A large performing arts company with 65 staff came to their initial consultation because the artistic director heard about my work from a colleague and wanted to understand the political forces reshaping arts funding and audience expectations. We mapped the federal and state arts funding trajectory and the diversity and representation politics changing what funders expect. She went away and discussed it with her board. Two months later, they signed a six-month program. We worked through the political advocacy by arts sector organisations, the cultural policy debates around public investment, the political dynamics of the diversity conversation in programming, and the funding criteria politics that determine which companies receive ongoing support. By the end, their next funding application was written by a leadership team that understood what the funder was politically trying to achieve. Their programming decisions accounted for political forces that most arts organisations respond to reactively. The artistic director told me the program changed how she talked to her board about programming decisions because she could explain the political context alongside the artistic rationale.
A hotel group with four properties and 120 combined staff came to their initial consultation because the CEO had been reading about the short-stay accommodation levy and the hospitality award negotiations and wanted to understand the political landscape affecting tourism and hospitality from a strategic level. We mapped the political dynamics across tourism policy, employment regulation, the housing advocacy that produced the short-stay levy, and the sustainability expectations being built into tourism accreditation.

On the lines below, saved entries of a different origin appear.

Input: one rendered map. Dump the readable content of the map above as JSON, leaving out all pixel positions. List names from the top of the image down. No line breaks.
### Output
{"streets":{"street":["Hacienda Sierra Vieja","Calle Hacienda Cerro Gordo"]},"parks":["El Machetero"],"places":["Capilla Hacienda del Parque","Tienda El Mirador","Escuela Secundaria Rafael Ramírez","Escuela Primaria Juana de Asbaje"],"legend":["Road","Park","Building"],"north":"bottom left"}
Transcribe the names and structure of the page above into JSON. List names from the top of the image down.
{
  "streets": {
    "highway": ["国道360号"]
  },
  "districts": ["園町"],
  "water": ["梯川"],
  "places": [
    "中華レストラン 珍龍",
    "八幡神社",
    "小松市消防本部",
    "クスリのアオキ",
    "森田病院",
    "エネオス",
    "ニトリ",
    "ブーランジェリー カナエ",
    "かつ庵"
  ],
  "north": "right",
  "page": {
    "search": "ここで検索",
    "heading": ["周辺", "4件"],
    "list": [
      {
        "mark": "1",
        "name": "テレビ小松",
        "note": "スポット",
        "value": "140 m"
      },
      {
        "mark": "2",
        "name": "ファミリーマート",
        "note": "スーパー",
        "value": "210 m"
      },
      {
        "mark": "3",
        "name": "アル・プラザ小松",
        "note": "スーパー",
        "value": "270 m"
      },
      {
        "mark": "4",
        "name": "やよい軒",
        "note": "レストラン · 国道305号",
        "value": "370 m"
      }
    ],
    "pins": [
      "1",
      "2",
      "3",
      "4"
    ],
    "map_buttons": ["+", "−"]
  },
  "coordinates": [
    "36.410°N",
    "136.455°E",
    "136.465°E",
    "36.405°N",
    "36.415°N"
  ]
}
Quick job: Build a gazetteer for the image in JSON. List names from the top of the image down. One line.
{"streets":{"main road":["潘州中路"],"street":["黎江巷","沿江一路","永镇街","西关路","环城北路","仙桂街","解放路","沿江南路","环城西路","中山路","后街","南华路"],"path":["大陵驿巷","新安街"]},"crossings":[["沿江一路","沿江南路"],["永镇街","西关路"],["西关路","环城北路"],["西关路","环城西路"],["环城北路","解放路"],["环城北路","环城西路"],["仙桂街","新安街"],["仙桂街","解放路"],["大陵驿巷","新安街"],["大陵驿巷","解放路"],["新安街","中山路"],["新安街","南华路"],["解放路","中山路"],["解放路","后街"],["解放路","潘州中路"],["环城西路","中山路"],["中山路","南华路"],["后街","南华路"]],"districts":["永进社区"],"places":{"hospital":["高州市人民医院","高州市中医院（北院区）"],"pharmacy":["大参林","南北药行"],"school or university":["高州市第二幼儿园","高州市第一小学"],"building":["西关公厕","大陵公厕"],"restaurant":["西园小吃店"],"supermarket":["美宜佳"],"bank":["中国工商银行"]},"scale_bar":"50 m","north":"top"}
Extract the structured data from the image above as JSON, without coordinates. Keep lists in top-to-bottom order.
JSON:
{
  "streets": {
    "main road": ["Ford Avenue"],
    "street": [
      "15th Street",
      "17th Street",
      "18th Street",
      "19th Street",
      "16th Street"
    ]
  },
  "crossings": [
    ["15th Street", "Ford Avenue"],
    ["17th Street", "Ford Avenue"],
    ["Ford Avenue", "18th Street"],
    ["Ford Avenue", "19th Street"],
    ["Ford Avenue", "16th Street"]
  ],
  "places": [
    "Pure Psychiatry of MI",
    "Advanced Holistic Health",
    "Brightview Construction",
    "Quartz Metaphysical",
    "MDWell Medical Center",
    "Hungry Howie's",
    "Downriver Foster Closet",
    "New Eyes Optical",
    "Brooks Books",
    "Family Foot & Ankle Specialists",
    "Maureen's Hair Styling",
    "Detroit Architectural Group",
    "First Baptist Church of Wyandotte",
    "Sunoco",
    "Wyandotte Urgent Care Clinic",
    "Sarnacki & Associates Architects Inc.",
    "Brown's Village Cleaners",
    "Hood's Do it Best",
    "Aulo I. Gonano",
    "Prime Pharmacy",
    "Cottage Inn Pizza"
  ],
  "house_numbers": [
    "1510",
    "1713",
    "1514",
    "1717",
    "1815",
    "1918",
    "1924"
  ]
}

He left the initial consultation and took the analysis to his leadership meeting. The leadership team decided they wanted ongoing political awareness built into their strategic cycle. He came back three months later and proposed a twelve-month partnership. Each month we tracked the political dynamics: tourism investment, award negotiations and the union campaigns behind them, the levy trajectory, and the environmental and procurement politics affecting their corporate client base. Each quarter the leadership team received a written briefing. By the end of the year, strategic decisions across all four properties accounted for political forces their competitors were not tracking. Their next enterprise bargaining round was different because they understood the political context the union was drawing on. The CEO told me the quarterly briefings had become the most-read internal document in the company.
Notes
At every scale, my role is the same: I build you/your organisation's political understanding. I do not lobby on your behalf, represent you to government, or provide legal or financial advice. The advocacy, the decisions, and the strategy remain yours. I give you the political context to make them well.